Some church folks decided to knock on my door today while hosting my book club for a bunch of margarita drinking witches. Oops, wrong house 😆
Boss: Are you high?
Me: If I was high could I do this?
B: What? You aren’t doing anything
M: sorry I’m super high. What was the question?
Can’t wait for the machines to rise up and are beaten by a firmware update
only baby boomers will get this:
*pension*
“Then, the handsome prince sees her dead body laying there and has to kiss her.”
“Ummm, what?”
“Trust me, the kids will love it.”
Edward Scissorhands: best 2 out of 3
Dwayne Johnson:
I was binging Friends with my 14yo and there was a cliffhanger episode and I mentioned that we used to have to wait a week to find out what happened and she looked at me like I just told her we had no running water.
If you’ve been reading a book for more than a month you are in a relationship with that book and now you have to say hi to it when you come home
Perks of dating me : I’m too lazy to cheat on you
Them: Where do you see yourself in 30+ years?
Me:
me: head, shoulders, knees and toes, eyes and ears and mouth and nose
CDC: no
Me: If there was a fire and you could only save me or the cat, who would you save?
Her:
Me:
Her: I feel like you’ve had a good run.
extrovert: *answers unknown number*
introvert: *googles the unknown number after sending it to voicemail*
I have the same toxic argument every Thanksgiving where I insist that Sopranos is the American Evangelion and my late 60s/early 70s uncle keep reiterating they haven’t watched any animes and don’t really have strong opinions on TV :/
I live 30 feet from my mother-in-law, Hell holds no surprises.
911: 911
me: I think my smoke detector is broken
911: is there smoke?
me: how would I know?
911:
me: 911 how would I know?
ME: William Shatner ate breakfast before he goes to the gym.
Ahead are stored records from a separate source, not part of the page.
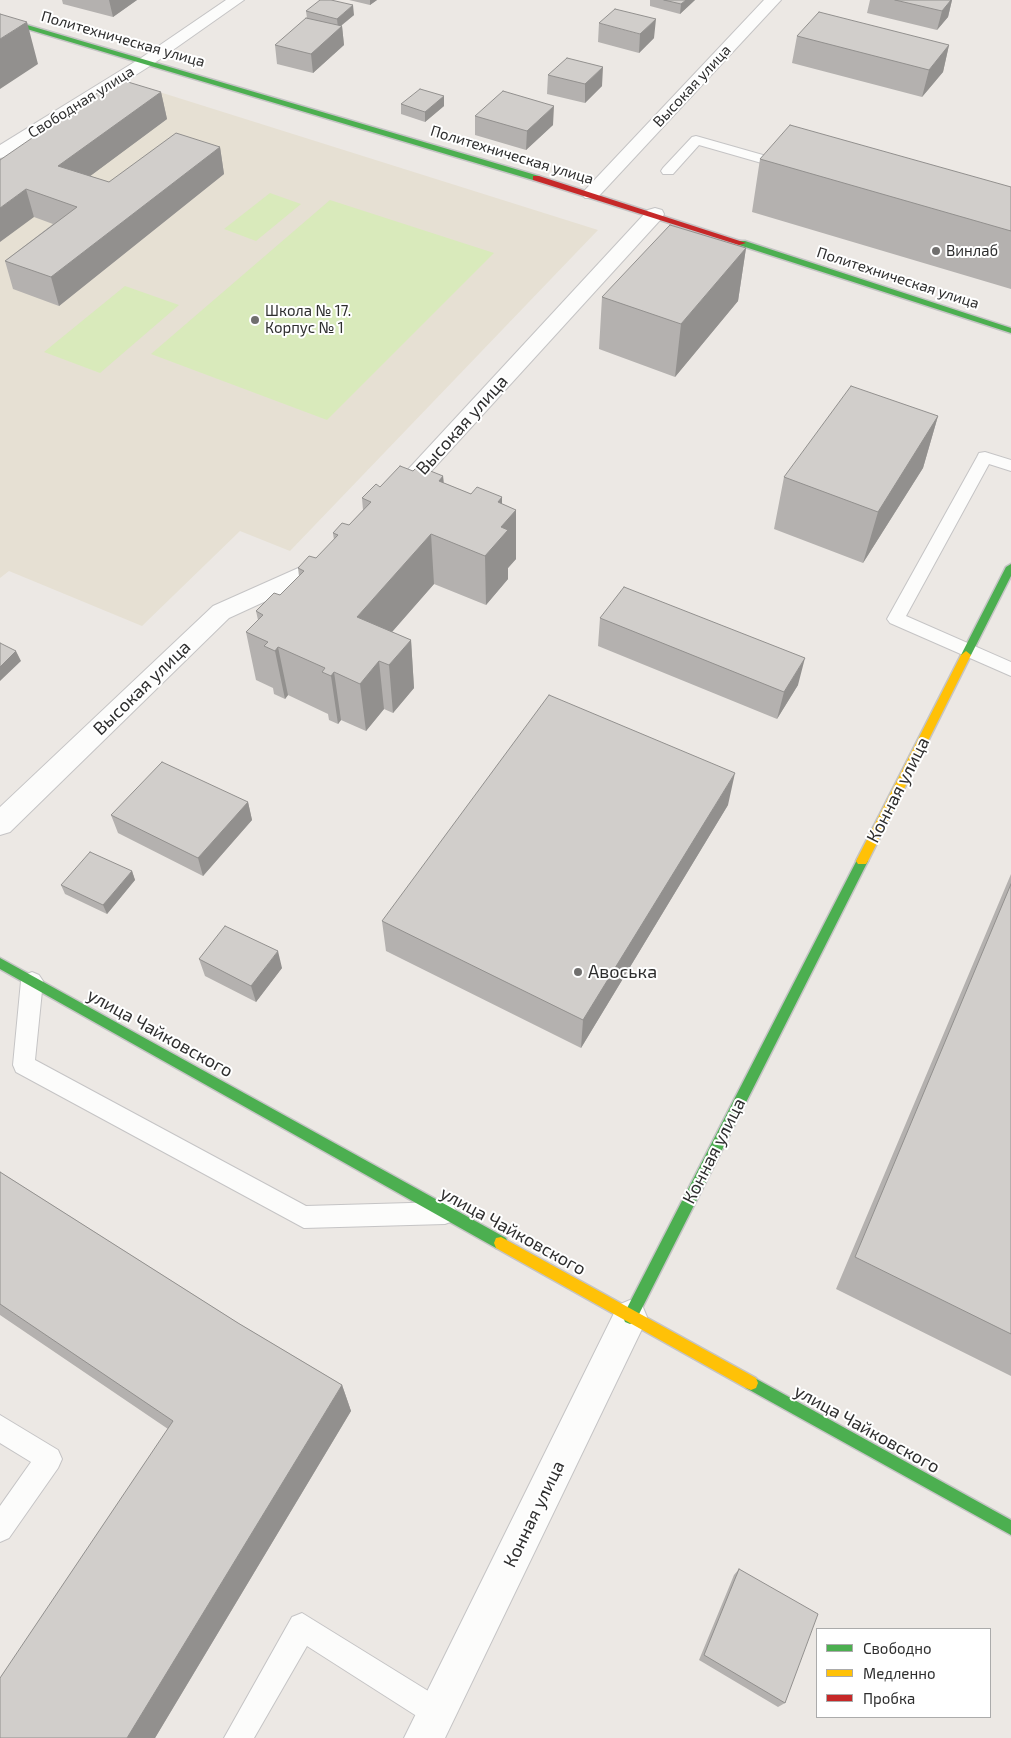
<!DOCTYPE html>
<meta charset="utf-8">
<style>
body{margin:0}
#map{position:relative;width:1011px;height:1738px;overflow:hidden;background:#ece8e4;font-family:"Exo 2",sans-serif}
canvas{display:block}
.legend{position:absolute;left:816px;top:1628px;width:175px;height:90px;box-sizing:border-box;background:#fff;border:1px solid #ababab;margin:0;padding:6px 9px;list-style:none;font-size:15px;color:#2e2e2e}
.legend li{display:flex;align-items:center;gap:10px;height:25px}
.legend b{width:25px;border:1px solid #ababab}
</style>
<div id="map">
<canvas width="1011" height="1738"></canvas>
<ul class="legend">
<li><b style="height:6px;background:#4caf50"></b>Свободно</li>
<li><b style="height:6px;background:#ffc107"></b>Медленно</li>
<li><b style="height:6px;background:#c62828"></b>Пробка</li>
</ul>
</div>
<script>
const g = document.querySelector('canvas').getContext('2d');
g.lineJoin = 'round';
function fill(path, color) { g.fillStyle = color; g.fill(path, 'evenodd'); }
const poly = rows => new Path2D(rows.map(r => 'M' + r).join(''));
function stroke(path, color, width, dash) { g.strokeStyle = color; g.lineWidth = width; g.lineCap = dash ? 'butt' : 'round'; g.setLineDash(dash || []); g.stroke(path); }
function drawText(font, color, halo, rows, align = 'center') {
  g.font = font + ' "Exo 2",sans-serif'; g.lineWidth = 4; g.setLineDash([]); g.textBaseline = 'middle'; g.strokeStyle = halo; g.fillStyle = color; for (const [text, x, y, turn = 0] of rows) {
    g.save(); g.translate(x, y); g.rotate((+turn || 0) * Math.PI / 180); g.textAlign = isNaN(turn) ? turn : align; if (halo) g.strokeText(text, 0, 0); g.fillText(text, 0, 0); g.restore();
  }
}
const education = poly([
 [150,89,598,230,290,551,240,531,142,626,9,571,0,578,0,171]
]);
const pitch = poly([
 [270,193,301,204,256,241,224,229],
 [330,200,494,253,327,420,151,354],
 [125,286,179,305,100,373,44,352]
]);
const lane = poly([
 [696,136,791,163,792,166,786,170,699,145,673,174,663,174,661,171,663,168,692,137,696,136],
 [985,452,1011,460,1011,471,989,464,906,616,1011,662,1011,676,890,623,887,619,977,457,979,453,985,452],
 [32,972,39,975,43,981,35,1060,306,1206,445,1202,453,1205,457,1213,453,1221,445,1224,304,1228,16,1072,13,1065,21,981,25,975,32,972],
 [0,1415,58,1450,62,1459,58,1468,9,1538,0,1542,0,1506,31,1462,0,1443,0,1415],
 [302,1613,446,1702,450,1712,446,1722,436,1726,426,1722,307,1646,254,1738,224,1738,292,1617,302,1613]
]);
const street = poly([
 [226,0,244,0,153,64,6,157,0,158,0,145,141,58,226,0],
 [764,0,781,0,597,198,585,198,582,194,585,190,764,0],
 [655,208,662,210,664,214,662,218,405,500,397,502,389,500,386,495,389,490,648,210,655,208],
 [332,553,340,555,344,561,340,567,229,618,10,832,0,835,0,807,213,606,332,553],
 [630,1300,642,1305,647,1317,642,1329,445,1738,404,1738,618,1305,630,1300]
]);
const fast = poly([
 [0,17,539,176,540,178,533,180,0,21,0,17],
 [739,241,745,241,1011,328,1011,333,739,245,739,241],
 [1011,564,1011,576,971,655,966,659,962,658,961,655,1006,567,1011,564],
 [862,856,866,858,868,861,635,1322,630,1324,625,1322,623,1317,625,1312,858,858,862,856],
 [0,958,506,1238,508,1243,506,1248,501,1249,496,1248,0,969,0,958],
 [751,1376,1011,1520,1011,1535,746,1388,744,1383,746,1378,751,1376]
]);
const slow = poly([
 [966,651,971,655,868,861,866,864,858,864,856,861,961,655,966,651],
 [501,1237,756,1378,758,1383,756,1388,751,1390,746,1388,496,1248,494,1243,496,1238,501,1237]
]);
const jam = poly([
 [533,176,539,176,746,243,739,245,533,180,533,176]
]);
const wall = poly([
 [62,0,137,0,113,17,63,4],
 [349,0,377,0,370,5],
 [650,0,695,0,680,14,650,6],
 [870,0,952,0,948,17,937,30,867,13],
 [306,11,354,15,341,26,342,26,344,45,313,73,277,64,275,45,307,18],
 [599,23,654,38,639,53,598,42],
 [797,36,949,45,943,72,922,97,792,63],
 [548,75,602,86,585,103,547,94],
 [161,92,167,119,90,176,109,182,220,147,224,174,59,306,13,289,5,261,53,224,34,217,0,160],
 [444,96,444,106,425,122,401,114,401,104],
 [475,116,553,125,526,150,475,135],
 [760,159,1011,187,1011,289,752,212],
 [746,248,738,301,675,377,599,349,602,297],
 [938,416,923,468,863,563,774,529,784,477],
 [413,471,443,476,444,483,471,494,502,497,502,504,516,510,516,559,508,568,508,579,486,605,434,584,392,632,411,640,414,688,393,713,384,709,366,731,341,720,338,724,329,720,328,714,288,695,285,699,274,694,273,688,256,680,246,632,258,620,256,611,280,595,299,576,298,568,316,558,334,540,333,533,349,525,363,510,362,498,380,487],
 [600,618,798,685,777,719,598,646],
 [248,802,252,820,203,876,118,833,111,815],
 [728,805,581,1048,386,951,382,921],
 [132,871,135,880,107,914,65,894,61,885],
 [1011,874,1011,1376,836,1289],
 [199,959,282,968,256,1002,205,976],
 [0,1172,238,1323,342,1385,351,1411,155,1738,0,1738,168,1429,0,1315],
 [739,1569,785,1703,778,1707,699,1660,734,1575]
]);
const shadedWall = poly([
 [109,0,137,0,113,17],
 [370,0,377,0,370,5],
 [686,0,695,0,680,14,681,4],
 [951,0,952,0,948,17,937,30,942,11],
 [353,5,354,15,338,28,337,19],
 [656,19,654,38,639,53,640,34],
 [27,22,38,64,0,89,0,39],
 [342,26,344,45,313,73,311,54],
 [949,45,943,72,922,97,929,70],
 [603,67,602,86,585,103,585,84],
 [161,92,167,119,66,194,58,166],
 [444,96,444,106,425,122,425,112],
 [554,106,553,125,526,150,527,131],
 [220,147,224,174,59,306,51,277],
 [26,189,34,217,0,242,0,208],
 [746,248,738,301,675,377,681,324],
 [938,416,923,468,863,563,878,512],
 [443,476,446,526,439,481],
 [502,497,502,525,516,510,516,559,508,568,508,579,486,605,485,556,498,502],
 [431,534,434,584,363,665,357,617],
 [411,640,414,688,393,713,389,665],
 [278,647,288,695,285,699,275,651],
 [16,651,21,661,0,681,0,667],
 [805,658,798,685,777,719,784,692],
 [379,661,384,709,366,731,360,684],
 [334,672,341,720,338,724,331,676],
 [735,773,728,805,581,1048,583,1020],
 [248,802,252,820,203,876,198,858],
 [132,871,135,880,107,914,103,905],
 [278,951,282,968,256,1002,251,986],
 [342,1385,351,1411,155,1738,127,1738]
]);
const building = poly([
 [320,0,331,0,353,5,337,19,306,11,320,0],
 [664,0,686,0,681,4,664,0],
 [895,0,951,0,942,11,895,0],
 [615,9,656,19,640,34,599,23,615,9],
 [819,12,949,45,929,70,797,36,819,12],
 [0,14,27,22,0,39,0,14],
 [306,18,342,26,311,54,275,45,306,18],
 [567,58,603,67,585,84,548,75,567,58],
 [118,79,161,92,58,166,109,182,176,133,220,147,51,277,5,261,77,207,26,189,0,208,0,160,118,79],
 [420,89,444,96,425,112,401,104,420,89],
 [503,91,554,106,527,131,475,116,503,91],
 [790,125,1011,187,1011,231,760,159,790,125],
 [670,225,746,248,681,324,602,297,670,225],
 [851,386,938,416,878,512,784,477,851,386],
 [400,466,413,471,418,466,443,476,439,481,471,494,477,487,502,497,498,502,516,510,501,527,508,530,485,556,431,534,357,617,411,640,389,665,379,661,360,684,334,672,331,676,322,672,325,668,278,647,275,651,264,646,268,642,246,632,263,615,256,611,274,593,280,595,304,571,298,568,309,556,316,558,338,535,333,533,342,523,349,525,371,502,362,498,376,484,380,487,400,466],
 [624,587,805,658,784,692,600,618,624,587],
 [0,643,16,651,0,667,0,643],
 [549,695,735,773,583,1020,382,921,549,695],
 [162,762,248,802,198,858,111,815,162,762],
 [90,852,132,871,103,905,61,885,90,852],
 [1011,884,1011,1334,855,1257,1011,884],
 [225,926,278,951,251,986,199,959,225,926],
 [0,1172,238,1323,342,1385,127,1738,0,1738,0,1678,173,1421,0,1304,0,1172],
 [739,1569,818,1614,785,1703,704,1655,739,1569]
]);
const markers = [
 [936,251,5,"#706f6e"],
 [255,320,5,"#706f6e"],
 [578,972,5,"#706f6e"]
];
const farStreetnames = [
 ["Политехническая улица",123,39,16],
 ["Высокая улица",692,86,-47],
 ["Свободная улица",81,102,-32],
 ["Политехническая улица",512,155,17],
 ["Политехническая улица",898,278,18]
];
const farPoinames = [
 ["Винлаб",946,251],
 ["Школа № 17.",265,311],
 ["Корпус № 1",265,328]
];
const streetNames = [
 ["Высокая улица",462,425,-48],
 ["Высокая улица",142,688,-44],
 ["Конная улица",898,790,-63],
 ["улица Чайковского",160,1033,29],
 ["Конная улица",714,1151,-63],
 ["улица Чайковского",513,1231,29],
 ["улица Чайковского",867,1429,29],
 ["Конная улица",534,1514,-64]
];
const poiNames = [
 ["Авоська",588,972]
];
fill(education, '#e6e0d3');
fill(pitch, '#d9eabb');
stroke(lane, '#c5c4c5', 2);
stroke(street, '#c5c4c5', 2);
stroke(fast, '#c5c4c5', 3);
stroke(slow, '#c5c4c5', 3);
stroke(jam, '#c5c4c5', 3);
fill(lane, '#fcfcfb');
fill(street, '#fcfcfb');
fill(fast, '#4caf50');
fill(slow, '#ffc107');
fill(jam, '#c62828');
fill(wall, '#b4b1af');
fill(shadedWall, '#92908e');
fill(building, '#d1cecb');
stroke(building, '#92908e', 1);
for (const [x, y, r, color] of markers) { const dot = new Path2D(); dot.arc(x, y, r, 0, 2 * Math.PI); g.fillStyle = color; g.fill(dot); stroke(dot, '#fff', 2); }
drawText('15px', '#2e2e2e', '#fff', farStreetnames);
drawText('15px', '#2e2e2e', '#fff', farPoinames, 'left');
drawText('18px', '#2e2e2e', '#fff', streetNames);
drawText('18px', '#2e2e2e', '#fff', poiNames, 'left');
</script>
TEACHER: It should all be present tense.
ME: William Shitner eats breakfast before he goes to the gym.
The worst outcome of the Kendrick Lamar/Drake beef would obviously be escalating physical violence but the second worst would be if this was all leading up to a Sprite commercial.
[in high school]
me: that’s the guy I like…
friend, speaking super loud: YOU MEAN BRIAN-
me:
I bought a white bathrobe and splattered it with red paint just to freak out my neighbors when I go get the mail.
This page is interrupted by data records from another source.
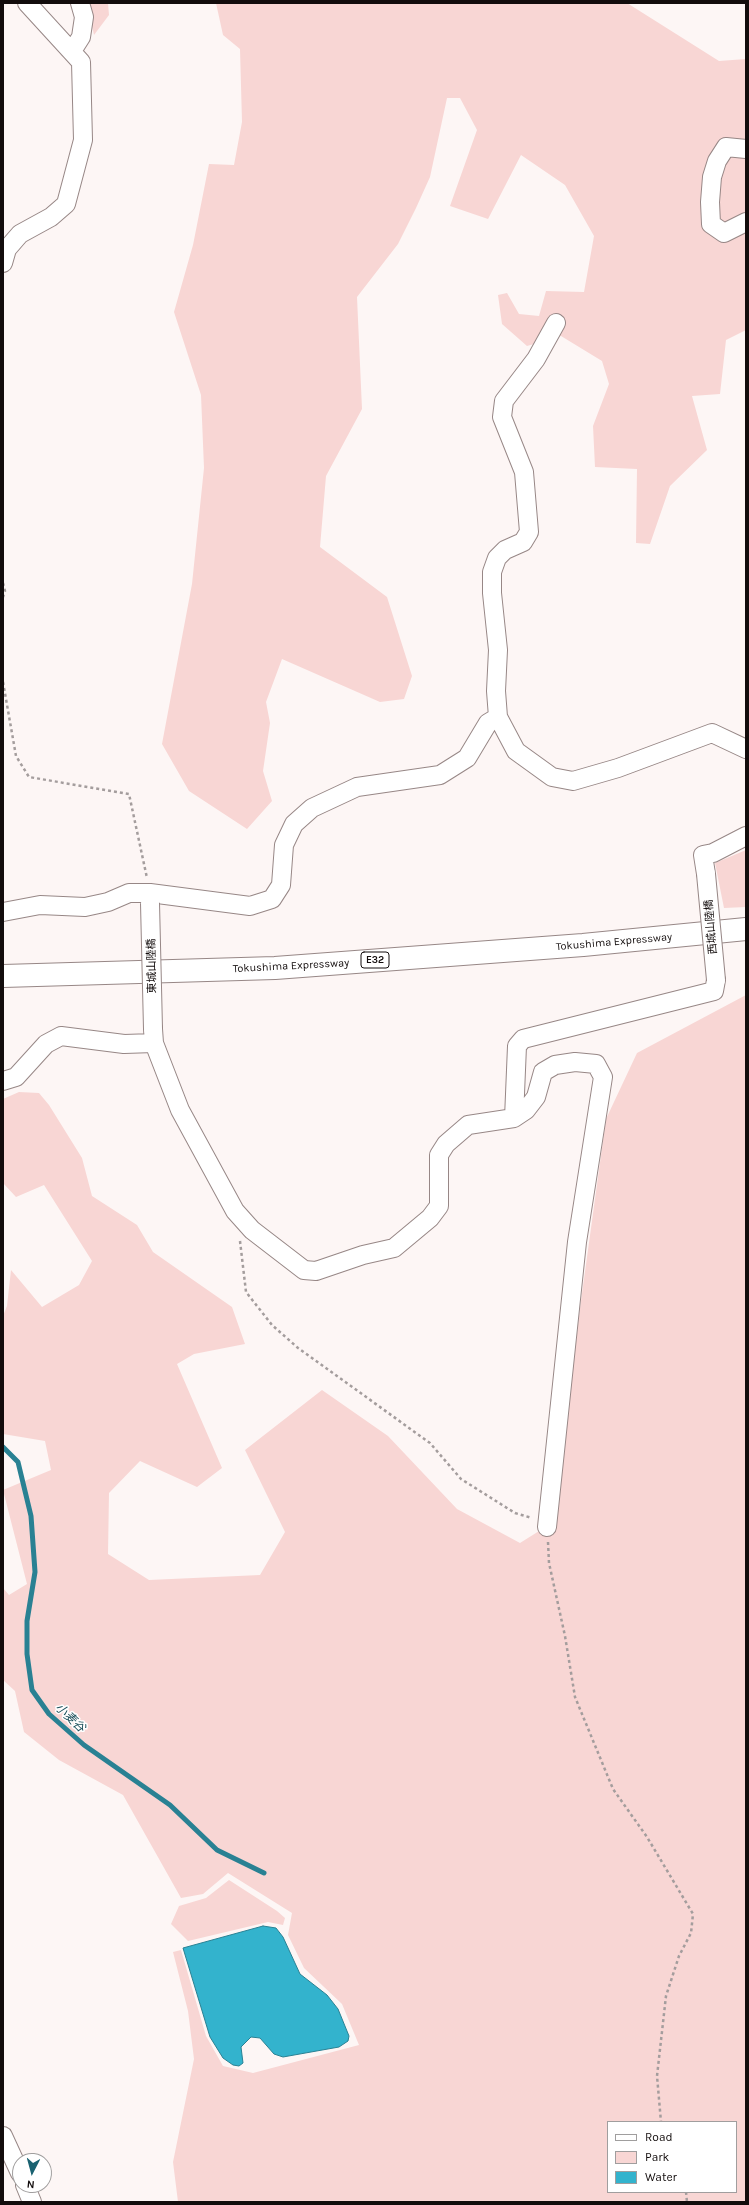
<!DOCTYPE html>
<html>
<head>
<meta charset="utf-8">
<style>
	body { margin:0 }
	#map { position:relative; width:749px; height:2205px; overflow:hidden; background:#fdf6f5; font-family:Karla,sans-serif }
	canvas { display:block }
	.frame { position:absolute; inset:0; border:4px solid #120c0c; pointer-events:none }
	.legend { position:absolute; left:607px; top:2121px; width:130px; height:72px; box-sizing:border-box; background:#fff; border:1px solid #a09e9e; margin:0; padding:5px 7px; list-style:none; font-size:12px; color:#120c0c }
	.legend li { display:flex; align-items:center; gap:8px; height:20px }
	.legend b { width:20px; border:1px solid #a09e9e }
	.north { position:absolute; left:12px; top:2153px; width:40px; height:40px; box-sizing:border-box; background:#fff; border:1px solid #a09e9e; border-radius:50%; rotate:186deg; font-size:11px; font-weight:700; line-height:16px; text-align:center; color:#120c0c }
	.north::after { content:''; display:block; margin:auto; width:14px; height:18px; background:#1a6271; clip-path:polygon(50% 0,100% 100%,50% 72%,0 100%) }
</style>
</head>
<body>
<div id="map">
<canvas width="749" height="2205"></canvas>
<div class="frame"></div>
<ul class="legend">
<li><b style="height:5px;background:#fff"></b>Road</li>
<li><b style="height:11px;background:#f8d6d4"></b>Park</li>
<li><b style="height:11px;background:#33b3cd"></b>Water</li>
</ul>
<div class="north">N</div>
</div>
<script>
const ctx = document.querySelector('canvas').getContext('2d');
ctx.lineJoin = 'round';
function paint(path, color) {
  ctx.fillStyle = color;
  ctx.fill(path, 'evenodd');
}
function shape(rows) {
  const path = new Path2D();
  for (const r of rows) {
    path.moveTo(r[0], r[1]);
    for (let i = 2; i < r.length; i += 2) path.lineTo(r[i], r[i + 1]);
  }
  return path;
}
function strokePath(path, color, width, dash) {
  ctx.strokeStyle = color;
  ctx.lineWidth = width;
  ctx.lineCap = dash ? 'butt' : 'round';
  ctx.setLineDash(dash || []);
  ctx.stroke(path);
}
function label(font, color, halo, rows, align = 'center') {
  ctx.font = font + ' Karla,"Noto Sans JP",sans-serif';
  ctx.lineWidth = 3;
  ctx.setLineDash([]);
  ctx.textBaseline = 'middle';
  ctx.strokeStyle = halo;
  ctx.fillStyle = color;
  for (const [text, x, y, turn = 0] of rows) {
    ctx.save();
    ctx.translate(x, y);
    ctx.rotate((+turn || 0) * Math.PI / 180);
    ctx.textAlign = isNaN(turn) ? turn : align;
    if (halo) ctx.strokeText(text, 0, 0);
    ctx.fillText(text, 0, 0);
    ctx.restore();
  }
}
paint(shape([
	[87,3,108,3,109,15,94,35],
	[216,3,627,3,719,61,746,59,746,330,726,340,720,394,692,396,707,450,670,486,650,544,636,543,637,469,595,467,593,426,609,384,602,361,561,336,527,346,502,324,498,295,507,293,519,314,539,316,546,291,584,292,594,236,565,185,521,155,488,219,450,206,477,130,460,98,447,98,430,177,416,208,398,244,357,297,362,409,326,476,320,547,387,597,412,676,404,699,380,702,282,659,266,702,270,723,263,771,272,801,247,829,189,791,162,744,192,584,204,468,201,395,174,312,193,245,209,164,234,165,242,122,240,49,223,35],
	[746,850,746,907,724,908,715,863],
	[746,995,746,2202,178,2202,173,2162,194,2059,188,2011,173,1952,181,1950,206,2036,223,2066,253,2073,359,2045,342,2004,304,1968,288,1935,292,1913,228,1873,203,1894,181,1898,123,1795,59,1760,24,1732,15,1691,3,1680,3,1588,9,1595,27,1584,3,1490,51,1470,45,1441,3,1434,3,1316,7,1306,11,1270,42,1307,79,1285,92,1261,44,1185,16,1197,3,1183,3,1099,19,1092,39,1093,49,1105,82,1158,92,1196,137,1225,153,1252,232,1307,245,1344,194,1354,177,1364,222,1468,197,1487,140,1461,109,1493,108,1554,149,1580,260,1575,285,1532,245,1450,322,1390,388,1436,457,1509,520,1543,555,1521,580,1308,606,1119,637,1053],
	[608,2122,736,2122,736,2192,608,2192],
	[229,1880,277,1911,285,1918,283,1925,268,1922,188,1941,171,1924,179,1906,206,1898]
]), '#f8d6d4');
const water = shape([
	[263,1926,276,1928,283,1937,300,1974,327,1995,338,2009,349,2036,348,2041,339,2047,283,2057,274,2054,260,2038,251,2037,241,2047,243,2063,239,2066,233,2065,223,2058,210,2037,183,1948,263,1926]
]);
paint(water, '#33b3cd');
strokePath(water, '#298193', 1);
strokePath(shape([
	[3,1447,18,1462,31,1516,35,1572,27,1621,27,1654,32,1690,49,1714,84,1745,170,1805,217,1850,264,1873]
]), '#298193', 5);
const minor = shape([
	[69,49,74,48,81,37,84,17,80,3],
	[746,149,726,147,717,161,712,177,710,202,711,224,724,233,746,222],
	[3,263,7,249,20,234,51,217,66,204,83,140,81,62,27,3],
	[556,323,536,359,504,401,502,417,524,472,529,532,523,542,505,550,497,558,492,572,492,593,498,650,496,691,498,717,516,751,552,777,573,781,618,768,712,733,746,749],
	[706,874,703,855,713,853,746,836],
	[3,912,40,905,85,907,108,902,129,893,150,893,250,906,272,899,281,885,284,845,294,824,312,808,357,787,440,775,467,758,488,723,498,717],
	[153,1029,154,1043,180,1110,235,1211,252,1230,304,1270,316,1271,363,1255,394,1248,430,1218,439,1206,439,1155,446,1144,468,1125,514,1118,526,1110,536,1097,543,1072,555,1065,575,1062,596,1064,603,1077,577,1242,547,1527],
	[3,1081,16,1077,46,1044,61,1036,124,1044,154,1043],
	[514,1118,517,1046,523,1039,714,991,716,980],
	[3,2136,20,2173],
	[25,2185,32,2202]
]);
const motorway = shape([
	[3,976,275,968,583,945,746,929]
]);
strokePath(minor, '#978786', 20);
strokePath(motorway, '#978786', 24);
strokePath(shape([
	[3,583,5,591,3,597],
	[3,682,16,756,29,777,129,794,147,878],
	[240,1241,246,1292,272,1325,298,1348,430,1443,461,1479,515,1513,532,1518],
	[548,1542,549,1563,565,1636,575,1697,613,1789,647,1837,693,1914,691,1933,679,1956,666,1996,657,2076,661,2122],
	[686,2192,687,2202]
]), '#a49d9d', 2.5, [3, 3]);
strokePath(minor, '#fff', 18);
strokePath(motorway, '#fff', 22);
const minorBridge = shape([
	[706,874,716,980],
	[150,903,153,1029]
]);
strokePath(minorBridge, '#978786', 20, []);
strokePath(minorBridge, '#fff', 18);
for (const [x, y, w] of [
	[375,960,28]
]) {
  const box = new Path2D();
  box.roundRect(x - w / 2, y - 8, w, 16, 3);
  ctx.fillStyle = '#fff';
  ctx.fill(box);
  strokePath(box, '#120c0c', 1);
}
label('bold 10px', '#120c0c', null, [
	["E32",375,960]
]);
label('11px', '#120c0c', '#fff', [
	["西城山陸橋",711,927,-95],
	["Tokushima Expressway",614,942,-5],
	["東城山陸橋",152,966,-91],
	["Tokushima Expressway",291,966,-3]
]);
label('italic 12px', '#1b4f5a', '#fff', [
	["小麦谷",70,1718,43]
]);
</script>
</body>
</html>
Girl are you a prescription from my doctor ’cause you might be good for me but I can’t read you at all.
Daughter: goodnight Mama.
Wife: goodnight.
Daughter: goodnight Dada.
Me: goodnight.
Daughter: goodnight Moon.
Me: [high pitched voice] goodnight.
Daughter: the moon doesn’t sound like that.
Moon: yeah I don’t sound like that.
The kid’s party I went to yesterday was great until all the kids were given whistles to take home and now I’ll never hear again
Bacon is the duct tape in the culinary world. It fixes almost any dish.
[god creating elephant]
“overfeed that aardvark”
You can tell A LOT about a Woman’s mood just by looking at her hands…
…for example…If she’s holding a gun? She’s probably pissed.